Эти исследования необходимы для выяснения патогенеза и роли гена hgbA в качестве одного из факторов вирулентности бактерии Pasteurella multocida в иммунном процессе.
Список литературы
- May B.J. Complete genomic sequence of Pasteurella multocida, Pm70 / B.J. May, Q. Zhang, L.L. Li, M.L. Paustian, T.S. Whittam, V. Kapur // Proc Natl Acad Sci USA. — 2001. — Р. 3460–3465.

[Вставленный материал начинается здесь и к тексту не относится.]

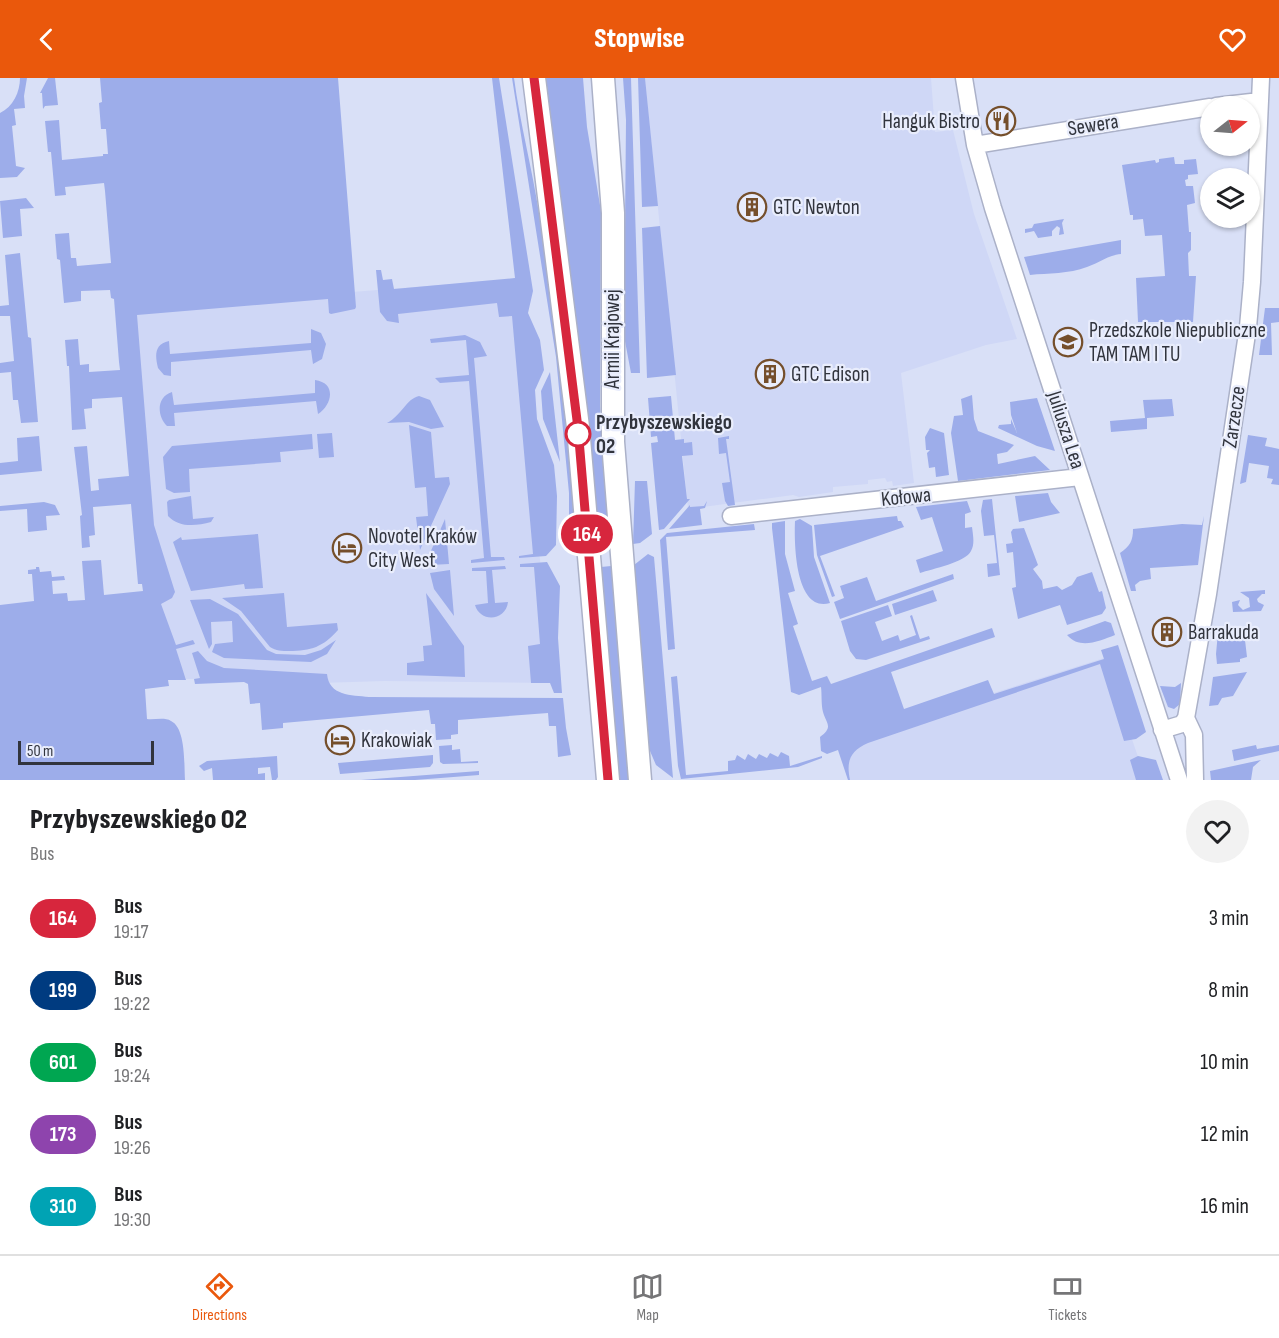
<!DOCTYPE html>
<meta charset="utf-8">
<style>
body{margin:0;font-family:"Sofia Sans Condensed",sans-serif;background:#f2f2f2;color:#202124;height:100vh;display:flex;flex-direction:column;font-size:22px;white-space:nowrap}
*{box-sizing:border-box;margin:0}
p{font-size:20px;color:#757577}
.icon{flex:none;width:33px;height:33px;fill:none;stroke:currentColor;stroke-width:2;stroke-linecap:round;stroke-linejoin:round}
.map{position:relative;height:702px;overflow:hidden}
.details{display:flex;flex-direction:column;background:#fff;flex:1}
.details>*{flex:none}
.badge{padding:0 12px;border-radius:20px;font-size:21px;line-height:39px}
.needle{width:39px;rotate:73deg}
.tools{position:absolute;left:1200px;top:18px;display:grid;gap:12px}
.tools a{display:grid;place-items:center;width:60px;height:60px;border-radius:50%;background:#fff;box-shadow:0 2px 4px #0004;font-size:30px}
.scale{position:absolute;left:18px;bottom:15px;width:136px;box-sizing:border-box;padding-left:6px;border:3px solid #31343d;border-top:0;font-size:16px;line-height:21px;white-space:nowrap;color:#31343d;-webkit-text-stroke:4px #e9edfc;paint-order:stroke}
.map>.badge{position:absolute;translate:-50% -50%;box-shadow:0 0 0 3px #fff}
.round{display:grid;place-items:center;flex:none;width:63px;height:63px;border-radius:32px;background:#f2f2f2}
.headline{display:flex;align-items:center;justify-content:space-between;height:102px;padding:0 30px}
h1{font-size:28px;font-weight:800;line-height:45px}
ul{padding:0;list-style:none}
li{display:flex;align-items:center;gap:18px;height:72px;padding:0 30px}
li div{flex:1}
li b{display:block;font-size:22px}
li em{font-style:normal}
li .badge{min-width:66px;font-weight:700;text-align:center}
header{display:flex;justify-content:space-between;align-items:center;height:78px;padding:0 30px;background:#ea580c;color:#fff;font-size:27px;font-weight:800}
.tabs{display:flex;justify-content:space-around;align-items:center;height:84px;border-top:2px solid #e0e0e0;background:#fff;font-size:16px;color:#757577}
.tabs a{display:grid;justify-items:center;gap:3px}
.tabs .on{color:#ea580c}
.map>svg:first-child{display:block}
.built{fill:#cfd7f6}
.green{fill:#9dadea}
.lines{fill:none;stroke-linecap:round;stroke-linejoin:round}
.minor-casing{stroke:#abb1c8;stroke-width:19}
.secondary-casing{stroke:#abb1c8;stroke-width:25}
.minor{stroke:#fff;stroke-width:16}
.secondary{stroke:#fff;stroke-width:22}
.line-casing{stroke:#fff;stroke-width:14}
.line{stroke:#d7263d;stroke-width:9}
.stop-dot{fill:#fff;stroke:#d7263d;stroke-width:3}
.labels{text-anchor:middle;dominant-baseline:central;stroke-width:4.5;stroke-linejoin:round;paint-order:stroke}
.poi-label{font-size:21px;fill:#31343d;stroke:#e9edfc;text-anchor:start}
.street-label{font-size:21px;fill:#31343d;stroke:#e9edfc}
.stop-label{font-size:21px;font-weight:bold;fill:#31343d;stroke:#e9edfc;text-anchor:start}
</style>
<header><svg class="icon" aria-label="back" viewBox="0 0 24 24"><path d="M15 5l-7 7 7 7"/></svg>Stopwise<svg class="icon" aria-label="heart" viewBox="0 0 24 24"><path d="M12 20l-8-8c-3-5 5-10 8-4 3-6 11-1 8 4z"/></svg></header>
<div class="map">
<svg width="1279" height="702" viewBox="0 0 1279 702">
<rect width="100%" height="100%" fill="#d9e0f7"/>
<path class="built" d="M645 0H931L935 54 953 52 974 136 1017 261 986 267 901 295 914 405 893 408 892 403 887 404 885 400 868 402V406L833 409V414L799 419 793 417 688 431Z
M515 201 551 605 385 603 319 605 262 613 240 600 186 601 153 518 126 232Z
M1104 580 1146 702H848L838 672 905 643Z"/>
<path class="green" d="M20 0H27L24 18 25 30 14 31 16 47 12 48 16 88 25 90 17 99 0 100V35C13 29 20 14 20 0Z
M48 0H55L58 27 45 28 43 31 42 15H40Z
M100 0H338L356 229 355 231 331 236 329 235 328 221 137 237 154 447 175 514 172 520 161 526 176 567 193 562 195 566 176 571 186 602H168L169 608 145 611 147 641C154 642 165 639 171 643 186 650 184 687 185 702H0V527L34 523 32 496H28V492L36 491V489H39L40 494 51 493 52 499 64 498 65 502 52 503 53 516 67 515 68 523 85 522 82 483 101 482 104 517 143 513 142 506H138L131 426 93 429 95 457 89 458 90 469 82 470 80 438 82 437 74 369 87 368 91 413 99 412 98 401 129 398 122 319 92 321V330L84 331 86 351 72 352 69 288H67L65 262 78 261 80 287 89 286V294L120 292 119 284 114 221 111 220 110 212 81 213V223L64 225 60 182 57 181 55 156 69 155 71 180H76L77 188 111 185 105 113 104 105 65 109 66 117 55 118 51 74H48L45 43 59 42 62 82 103 78V76H108L106 51H101L99 25 102 24Z
M492 0H499L533 213 528 235 540 262 544 292 535 312 537 341 554 387 557 418 556 467 546 478 519 480V478L533 476 512 238 499 239 497 225 398 236 399 245 387 243 380 234 376 192H381L383 202 392 201 394 211 515 200Z
M512 0H514C520 45 532 90 539 135 557 246 567 359 577 471L570 468 569 464V415L556 279Z
M546 0H583L587 49 601 133 600 328 610 468 600 469 588 340Z
M623 0H631L640 295H631L624 258 626 42Z
M638 0H645L658 128 642 129Z
M1174 79 1175 86H1184V82L1196 81 1198 96 1188 97V101L1185 102 1186 108H1193L1195 125 1187 127 1189 154H1191V172L1188 175 1189 198H1196L1193 244H1138L1136 200 1165 198 1162 157 1145 158 1143 141 1133 142V137H1130L1122 87 1155 82 1156 85 1159 84V81Z
M26 120 34 130 20 131 22 158 3 160 0 123Z
M1064 141 1062 145 1064 156 1059 157 1060 150 1057 148 1052 153V158L1038 160 1034 153 1025 155V151L1032 150 1034 146Z
M660 148 676 297 647 300 642 150Z
M1121 162V176C1108 177 1099 185 1087 189 1069 196 1048 195 1030 197L1024 179Z
M20 175 28 259 31 260 38 344 21 345 18 322H13L11 294 0 295V285L14 283 10 238H0V228L9 227 5 177Z
M1265 230H1279V244L1271 245 1272 277H1259Z
M311 251 321 255 326 266 322 281 313 286 311 272 171 284V298L164 297 158 290C155 278 154 266 169 263L170 276 311 265Z
M465 257 480 264 487 278 474 280 491 479H504L505 482 471 485V482L484 480 469 303 440 305 435 300 469 297 466 262 431 265 430 261Z
M550 294 560 384 543 341 541 313Z
M315 302C337 305 332 327 318 336L316 323 174 335 175 348H167C157 338 156 319 172 314L174 327 315 315Z
M972 317 974 341 978 353 1014 367 1007 374 997 376 998 386 1035 378 1050 392 958 403 951 355 954 338 963 337 961 321Z
M419 318 430 322 444 349 431 351 409 344 387 345C402 337 406 321 419 318Z
M671 318 675 362 684 361V365L692 364 693 377 682 378 687 421H690L664 451 659 452 651 365 658 364 657 358 651 359 648 320Z
M1037 320 1055 373 1037 368 998 350 999 347 1011 346V341L1017 355 1011 337 1010 324Z
M1172 321 1174 338 1147 340V351L1111 354 1110 343 1145 340 1143 322Z
M409 347 431 354 435 400 449 399 450 406 420 472 416 439 428 438 426 409 415 410Z
M930 350 944 355 949 397 936 399 935 389 929 390 927 375 930 372H926L925 359Z
M332 355 334 379 319 380 317 356Z
M312 356 313 371 280 374 281 384 189 391 190 414 174 415 166 411 163 379 172 368Z
M1248 357 1267 360 1265 368 1279 371V407L1271 406 1273 401 1267 400 1269 388 1249 385 1246 404 1240 406Z
M39 358 42 393 0 397V385L18 383 17 360Z
M729 358V361H726L735 427 728 428 725 423 722 405 730 404 726 375 719 376 718 360Z
M635 403H647L652 456 640 465 633 466Z
M1048 415 1051 424 1060 435 1019 444 1015 418Z
M191 418 193 441 214 439 211 444C196 448 179 450 168 438L167 424 169 422Z
M992 421 1000 497 988 499 987 486 997 485 994 457 984 458 981 433 983 422Z
M707 423 705 430 700 431 702 447 669 451 690 427V429L704 428Z
M967 423 971 434 965 436V450L972 449C973 457 975 466 971 473 966 484 932 491 920 495L916 482 943 473 932 439 921 442 916 429Z
M44 424 55 427 60 437 46 438 47 452 28 454 27 431 0 433V428Z
M897 438 898 443H901L904 449 820 478 835 518 832 519 817 477 814 447Z
M1204 438 1198 487 1150 490 1151 501 1140 503 1135 507 1136 513H1131L1120 475C1130 468 1133 463 1133 451L1182 446 1202 447Z
M445 441 449 486 430 487V475Z
M800 441 812 448 814 479 830 525C795 535 794 465 795 443Z
M785 443V476L795 513 788 515 798 546 793 548 812 603 827 598 831 606 992 550 995 559 891 594 904 631 988 602 994 616 1104 581 1101 572 1118 567 1146 654 1136 661 1124 663 1100 586 868 665C850 673 846 683 850 702H848L838 672 827 676 821 673 820 659C834 649 826 645 823 634 821 626 822 617 821 609L799 617 791 614 772 450V445Z
M754 446 755 452 666 459 675 571 668 572 660 462 667 455Z
M1024 450 1038 487 1033 491 1042 503 1043 511 1057 508 1062 512 1072 507 1077 499 1092 494 1099 514 1102 513 1106 530 1102 536 1067 547 1060 527 1018 541 1012 510 1016 509 1013 474 1007 475 1006 466 1013 465 1011 454 1013 451Z
M258 456 263 510 245 511 244 506 191 513 173 464 181 459 182 462Z
M648 476 654 479 673 700 656 687 647 666 649 665 634 487Z
M547 484 560 508 558 560 562 615H554L550 605H531L528 568 540 566 534 489H520V486Z
M505 488 506 491 492 492 495 525 508 524C506 543 480 545 475 527L488 525 486 493H472V490Z
M611 488 629 702H619L601 489Z
M450 492 454 538 434 511 430 495Z
M953 496 954 501 840 541 834 524 844 520 840 508 867 499 876 523Z
M933 512 937 523 895 537 892 526Z
M1265 512V516H1262L1257 521 1258 524 1264 527 1261 533 1233 534 1232 524 1240 522 1238 527 1243 532 1250 529 1249 520 1240 514Z
M284 515 287 549 337 545 338 552C323 569 311 573 289 573 282 573 276 573 270 569L241 533 222 520Z
M426 515 464 568 465 599 407 597V585L424 583 423 568 432 567Z
M210 521 238 536 267 572 276 576 305 577 321 572 336 562 327 576 311 584 224 580 212 574 215 566 233 564 232 543 211 544 212 566 209 571 190 522Z
M888 527 892 538 875 544 882 563 898 557 900 563 916 557 910 538 912 537 920 561 929 558 930 561 866 582 856 581 850 573 841 543Z
M1105 543 1111 545 1115 557C1099 563 1080 572 1067 557Z
M1244 551 1241 558 1245 562 1247 579 1240 581V584L1217 586 1216 576 1218 554Z
M198 573 207 583 224 590 327 596C329 618 351 617 369 619L563 620 566 650 571 677 558 679 556 648H549L548 635 458 642V656L451 657V661L436 662 435 646H431L429 632 283 645V650L262 652 260 625 250 626 248 606 244 604 195 606 194 601 200 600 192 575Z
M1247 594 1233 618 1222 620 1218 627 1209 628 1213 599Z
M677 598 686 697 728 693V683L735 682 737 677 745 682 748 676 756 681 759 676 767 680 770 675 778 679 781 674 789 678 790 688 822 678V680L798 689 681 701 678 688 671 599Z
M1181 605 1180 626 1174 631 1168 629 1160 608 1175 609Z
M452 667V672L460 671 461 684 478 683V685L443 686 440 684 439 668Z
M1256 667 1257 671 1279 667V673L1234 683 1232 672Z
M433 677V685L430 689 340 696 338 685Z
M277 678 278 699 276 702H272L270 689 258 690V696L265 695V702H213L212 690 204 693 199 688 207 683Z
M1138 678 1156 682 1163 702H1136L1130 682Z
M1261 682 1253 689 1251 702H1211L1210 693Z
M479 693V697L415 702H361Z"/>
<g class="lines">
<g class="minor-casing">
<path id="minor" d="M964 0 975 67 993 130 1179 702
M1216 28 1260 23
M975 67 1210 29
M731 438 1080 399
M1186 640 1194 657 1195 702
M1162 652 1182 646 1186 640 1208 516 1248 249 1252 204 1261 0"/>
</g>
<g class="secondary-casing">
<path id="secondary" d="M534 0 578 349 608 702
M603 0 613 135V364L640 702"/>
</g>
<use href="#minor" class="minor"/>
<use href="#secondary" class="secondary"/>
</g>
<g class="lines">
<g class="line-casing">
<path id="line" d="M534 0 578 350 608 702"/>
</g>
<use href="#line" class="line"/>
</g>
<defs>
<g id="restaurant-ring" transform="scale(1.5)"><circle r="9.5" fill="#e9edfc" stroke="#754f2b" stroke-width="1.5"/><path d="M-5-6h1v4h1v-4h1v4h1v-4h1v5L-1.5 .5V6h-2V.5L-5-1ZM5-6V6H3V1.5H1.5Q1.5-4 5-6Z" fill="#754f2b"/></g>
<g id="building-ring" transform="scale(1.5)"><circle r="9.5" fill="#e9edfc" stroke="#754f2b" stroke-width="1.5"/><path d="M-4-6H4V6H1V3H-1V6H-4ZM-2.5-4.3h1.7v1.8h-1.7ZM.8-4.3h1.7v1.8H.8ZM-2.5-1h1.7V.8h-1.7ZM.8-1h1.7V.8H.8Z" fill="#754f2b"/></g>
<g id="school-ring" transform="scale(1.5)"><circle r="9.5" fill="#e9edfc" stroke="#754f2b" stroke-width="1.5"/><path d="M0-5L7-2L0 1L-7-2ZM-4 1L0 2.5L4 1V4Q0 6-4 4Z" fill="#754f2b"/></g>
<g id="hotel-ring" transform="scale(1.5)"><circle r="9.5" fill="#e9edfc" stroke="#754f2b" stroke-width="1.5"/><path d="M-6-4.5h1.5V1H6V5H4.5V3h-9V5H-6ZM-4 0a1.8 1.8 0 1 1 3.6 0ZM.5 0V-2.5h3Q6-2.5 6 0Z" fill="#754f2b"/></g>
</defs>
<g fill-rule="evenodd">
<use href="#restaurant-ring" x="1001" y="43"/>
<use href="#building-ring" x="752" y="129"/>
<use href="#school-ring" x="1068" y="264"/>
<use href="#building-ring" x="770" y="296"/>
<use href="#hotel-ring" x="347" y="470"/>
<use href="#building-ring" x="1167" y="554"/>
<use href="#hotel-ring" x="340" y="662"/>
</g>
<circle class="stop-dot" cx="578" cy="356" r="12"/>
<g class="labels">
<g class="poi-label">
<text x="980" y="43" text-anchor="end">Hanguk Bistro</text>
<text x="773" y="129">GTC Newton</text>
<text x="1089" y="252">Przedszkole Niepubliczne<tspan x="1089" dy="24">TAM TAM I TU</tspan></text>
<text x="791" y="296">GTC Edison</text>
<text x="368" y="458">Novotel Kraków<tspan x="368" dy="24">City West</tspan></text>
<text x="1188" y="554">Barrakuda</text>
<text x="361" y="662">Krakowiak</text>
</g>
<g class="street-label">
<text transform="translate(1093 47) rotate(-9)">Sewera</text>
<text transform="translate(612 261) rotate(-90)">Armii Krajowej</text>
<text transform="translate(1234 339) rotate(-82)">Zarzecze</text>
<text transform="translate(1066 352) rotate(72)">Juliusza Lea</text>
<text transform="translate(906 419) rotate(-6)">Kołowa</text>
</g>
<g class="stop-label">
<text x="596" y="344">Przybyszewskiego<tspan x="596" dy="24">02</tspan></text>
</g>
</g>
</svg>
<div class="tools">
<a><svg class="needle" viewBox="-14 -14 28 28"><path d="M0-13l5 13h-10z" fill="#e53935"/><path d="M0 13l5-13h-10z" fill="#757577"/></svg></a>
<a><svg class="icon" aria-label="layers" viewBox="0 0 24 24"><path d="M12 4l9 5-9 5-9-5zM3 14l9 5 9-5"/></svg></a>
</div>
<div class="scale">50 m</div>
<b class="badge" style="left:587px;top:456px;background:#d7263d;color:#fff">164</b>
</div>
<section class="details">
<div class="headline"><div><h1>Przybyszewskiego 02</h1><p>Bus</p></div><a class="round"><svg class="icon" aria-label="heart" viewBox="0 0 24 24"><path d="M12 20l-8-8c-3-5 5-10 8-4 3-6 11-1 8 4z"/></svg></a></div>
<ul>
<li><span class="badge" style="background:#d7263d;color:#fff">164</span><div><b>Bus</b><p>19:17</p></div><em>3 min</em></li>
<li><span class="badge" style="background:#003b80;color:#fff">199</span><div><b>Bus</b><p>19:22</p></div><em>8 min</em></li>
<li><span class="badge" style="background:#00a651;color:#fff">601</span><div><b>Bus</b><p>19:24</p></div><em>10 min</em></li>
<li><span class="badge" style="background:#8e44ad;color:#fff">173</span><div><b>Bus</b><p>19:26</p></div><em>12 min</em></li>
<li><span class="badge" style="background:#00a3b4;color:#fff">310</span><div><b>Bus</b><p>19:30</p></div><em>16 min</em></li>
</ul>
</section>
<nav class="tabs">
<a class="on"><svg class="icon" aria-label="directions" viewBox="0 0 24 24"><path d="M12 3l9 9-9 9-9-9zM9 14v-3h6M13 9l2 2-2 2"/></svg>Directions</a>
<a><svg class="icon" aria-label="map" viewBox="0 0 24 24"><path d="M3 6l6-2 6 2 6-2v14l-6 2-6-2-6 2zM9 4v14M15 6v14"/></svg>Map</a>
<a><svg class="icon" aria-label="tickets" viewBox="0 0 24 24"><path d="M3 7h18v10H3zM15 7v10"/></svg>Tickets</a>
</nav>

- Boyce J.D. Pasteurella multocida capsule: composition, function and genetics/ J.D. Boyce, J.Y. Chung, B. Adler // Journal of Biotechnology. — 2000. — P. 153–160.
- Ratledge C. Iron metabolism in pathogenic bacteria / C. Ratledge, L.G. Dover // Annu. Rev. Microbiol. — 2000. — Vol. 54. — P. 881–941.
- Tang X. Isolation, antimicrobial resistance, and virulence genes of Pasteurella multocida strains from swine in China / X. Tang, Z. Zhao, J. Hu // Journal of Clinical Microbiology. — 2009. — P. 951–958.
- Cox A.J. Functional characterization of HgbBI a new hemoglobin binding protein of Pasteurella multocida / A.J. Cox, M.L. Hunt, J.D. Boyce, B. Adler // Microb. Pathog. — 2003. — Vol. 34. — P. 287–296.